This week, the Prime Minister announced the details of his much-anticipated Covid-19 Roadmap for England.

The four-step plan lays out a set of dates at which we hope to gradually reopen our businesses, spend time with loved ones and steadily return to a more normal way of life.

Crucially, there is a five-week period between each step to allow for the effect of the previous stage of relaxations to be assessed.

The Government will then measure the evidence against four key tests.

Those tests are: 1) The vaccine deployment programme continues successfully,

2) Evidence shows vaccines are sufficiently effective in reducing hospitalisations and deaths in those vaccinated,

3) Infection rates do not risk a surge in hospitalisations which would put unsustainable pressure on the NHS, 4) Our assessment of the risks is not fundamentally changed by new "variants of concern".

The Prime Minister and his team have rightly designed the roadmap to “guide us – cautiously but irreversibly – towards reclaiming our freedoms while doing all we can to protect our people against Covid.”

As the Government have made clear throughout the pandemic, ensuring our children lose as little education as possible is a national priority. Therefore, I am pleased that the first stage of Step 1 will see schools and colleges in England open for all students on March 8.

This step will also see rules widened to allow for meeting one other person in an outdoor public space for recreation – loosening the current rule of only being able to meet one other person for outdoor exercise.

On March 29 (the second date for Step 1), rules will be relaxed to allow organised outdoor sport, children’s activities and outdoor parent and child groups. A new rule of six will also allow up to six people – or two households – to meet outdoors.

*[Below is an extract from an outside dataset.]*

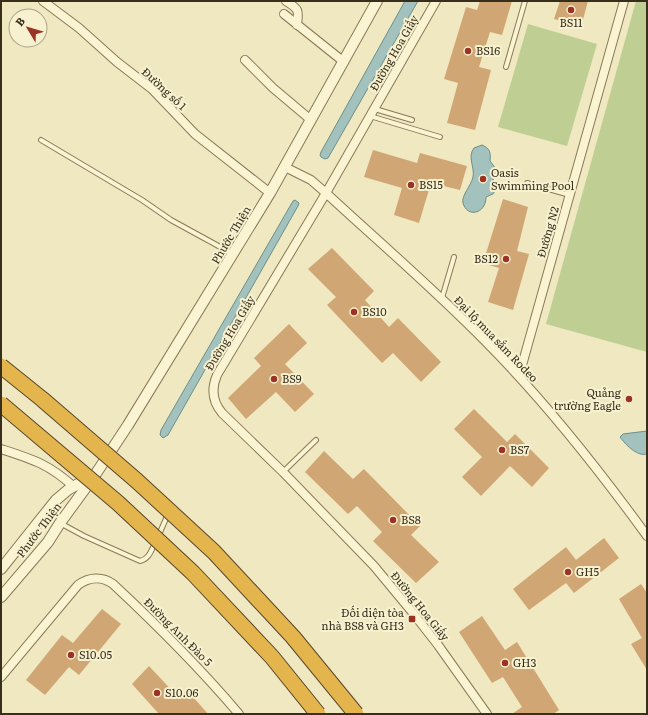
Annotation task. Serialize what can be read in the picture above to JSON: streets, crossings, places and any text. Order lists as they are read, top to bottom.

Then, after a five-week period, and if the data allows, Step 2 will see all retail, personal care, libraries, community centres and outdoor hospitality re-open on April 12. Restrictions on weddings and wakes will also be relaxed slightly, and domestic overnight stays (household only) will be allowed.

A minimum of five weeks after this, possibly on May 17, Step 3 will see indoor hospitality, entertainment and sport reintroduced. Indoor gatherings of up to six people will also be allowed and restrictions on large events loosened.

If the first three steps go to plan – and all four tests are still being met – Step 4 could see all restrictions lifted as early as June 21.

The majority of the British people, including here in Dudley South, have worked so hard over the past 12 months to keep Covid at bay and play their part in the fight against the virus.

But we haven’t beaten the virus just yet – so if people don’t maintain the good practices they have built into their lives this past year, progress could be set back and more lives unnecessarily lost.

We have come this far. A plan is in place. The end is in sight.